(Assignment): Below are records; copy every line in them that holds the word "from".

(Material provided):
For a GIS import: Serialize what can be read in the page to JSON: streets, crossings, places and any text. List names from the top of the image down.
---
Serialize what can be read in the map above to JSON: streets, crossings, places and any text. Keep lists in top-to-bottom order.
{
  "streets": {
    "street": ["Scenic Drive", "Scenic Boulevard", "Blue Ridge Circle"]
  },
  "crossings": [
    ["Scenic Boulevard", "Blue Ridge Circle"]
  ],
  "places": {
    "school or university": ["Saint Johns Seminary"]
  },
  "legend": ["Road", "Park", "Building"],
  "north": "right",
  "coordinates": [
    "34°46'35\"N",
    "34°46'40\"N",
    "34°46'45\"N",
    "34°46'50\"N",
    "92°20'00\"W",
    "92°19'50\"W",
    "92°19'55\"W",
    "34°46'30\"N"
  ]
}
--
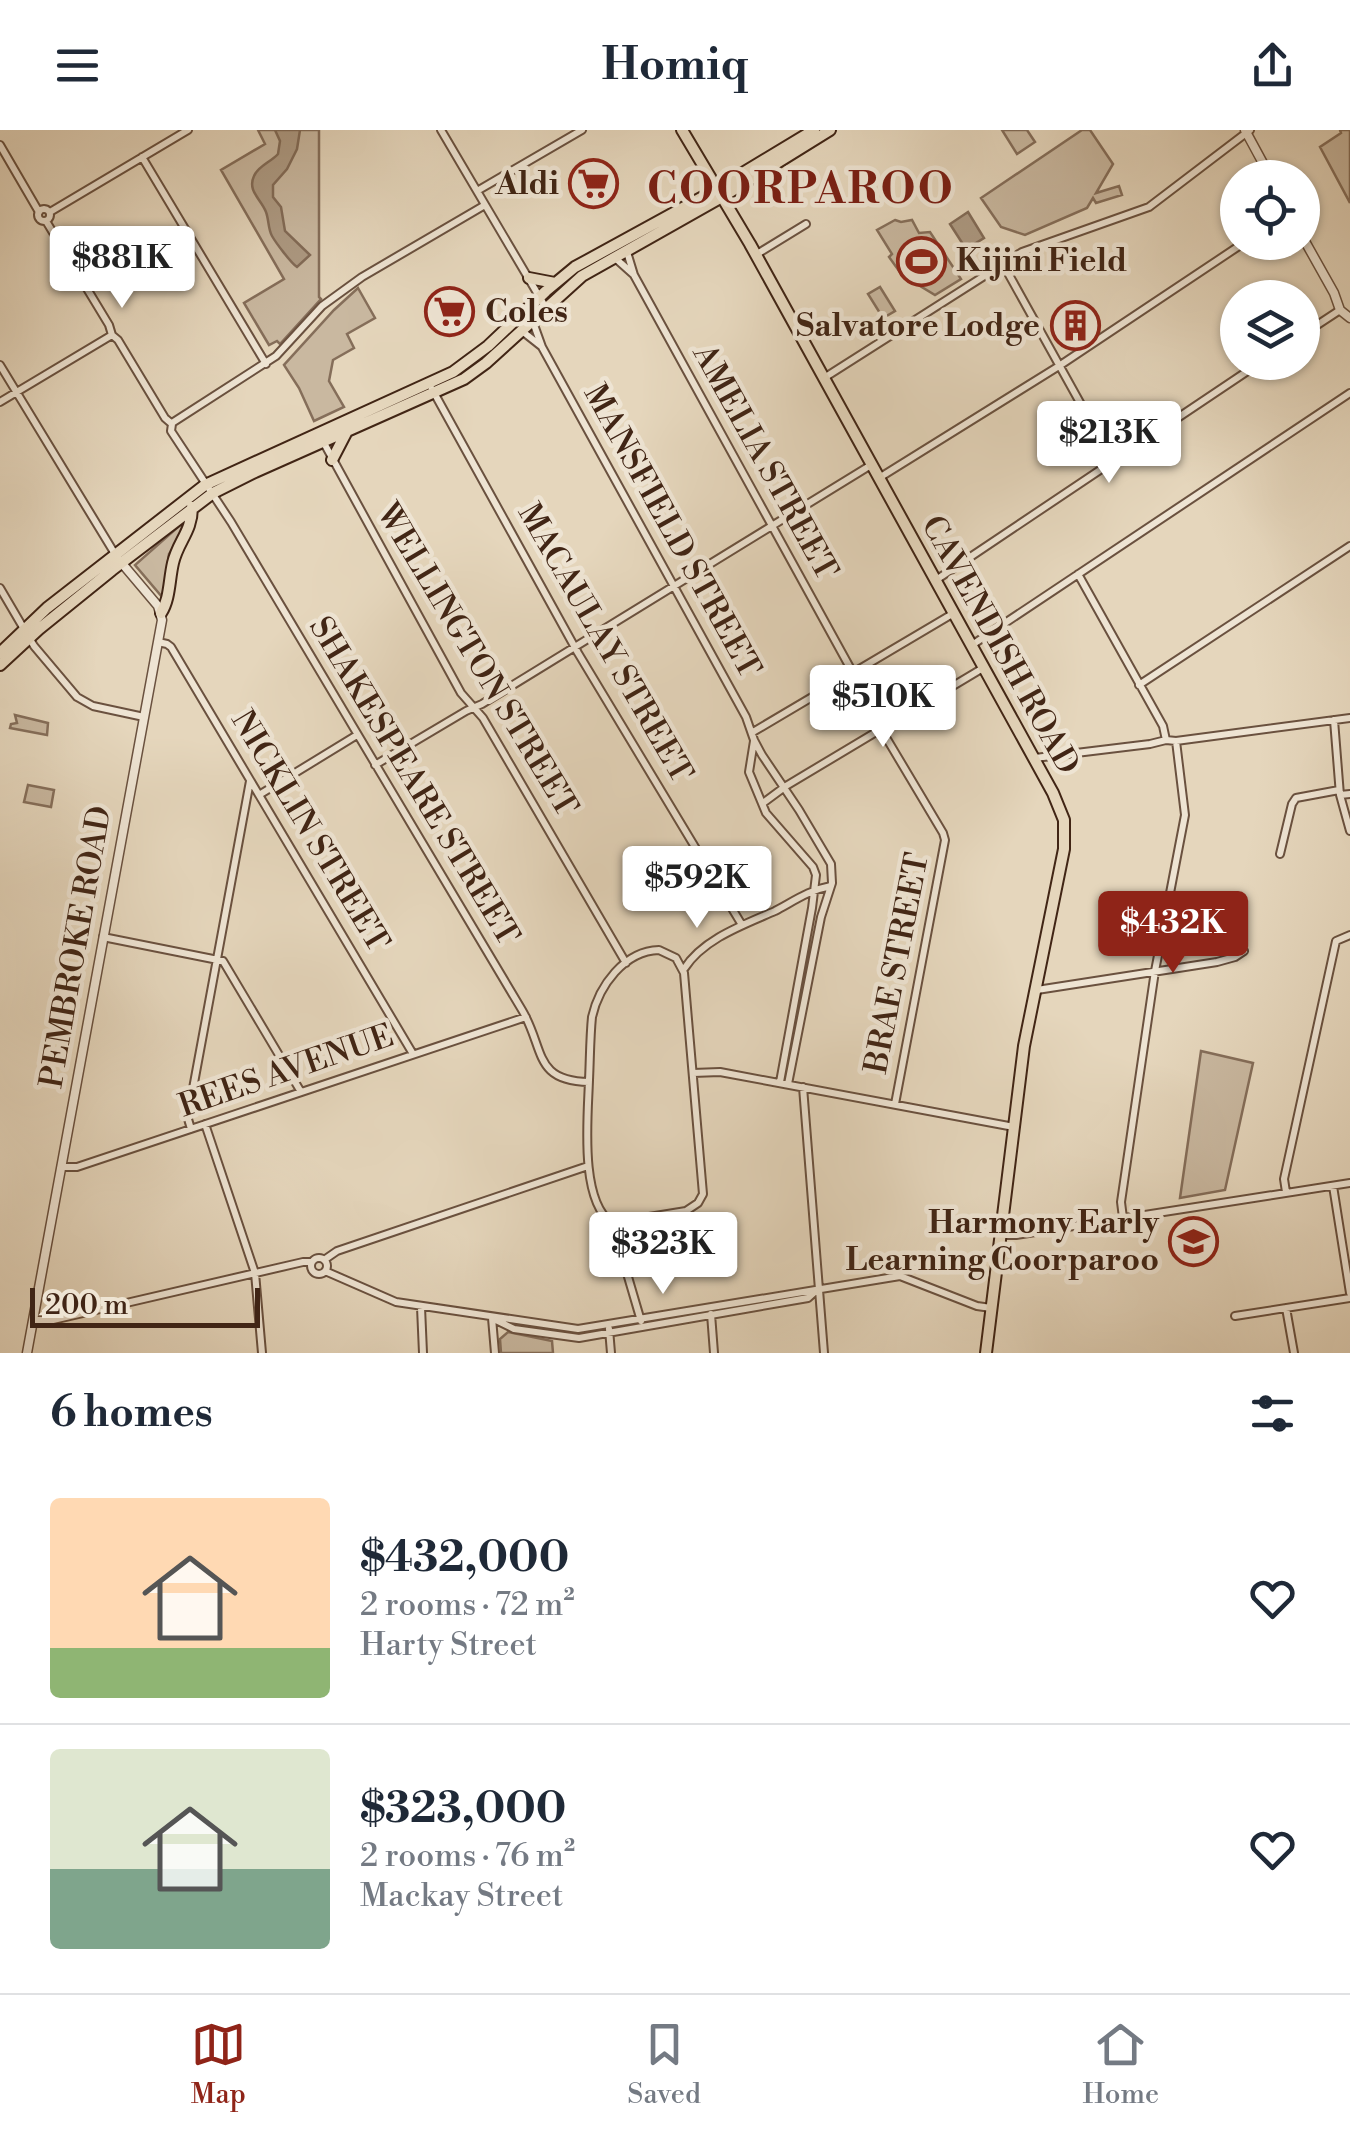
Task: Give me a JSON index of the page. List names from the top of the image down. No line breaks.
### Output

(Answer box):
For a GIS import: Serialize what can be read in the page to JSON: streets, crossings, places and any text. List names from the top of the image down.
Task: Give me a JSON index of the page. List names from the top of the image down. No line breaks.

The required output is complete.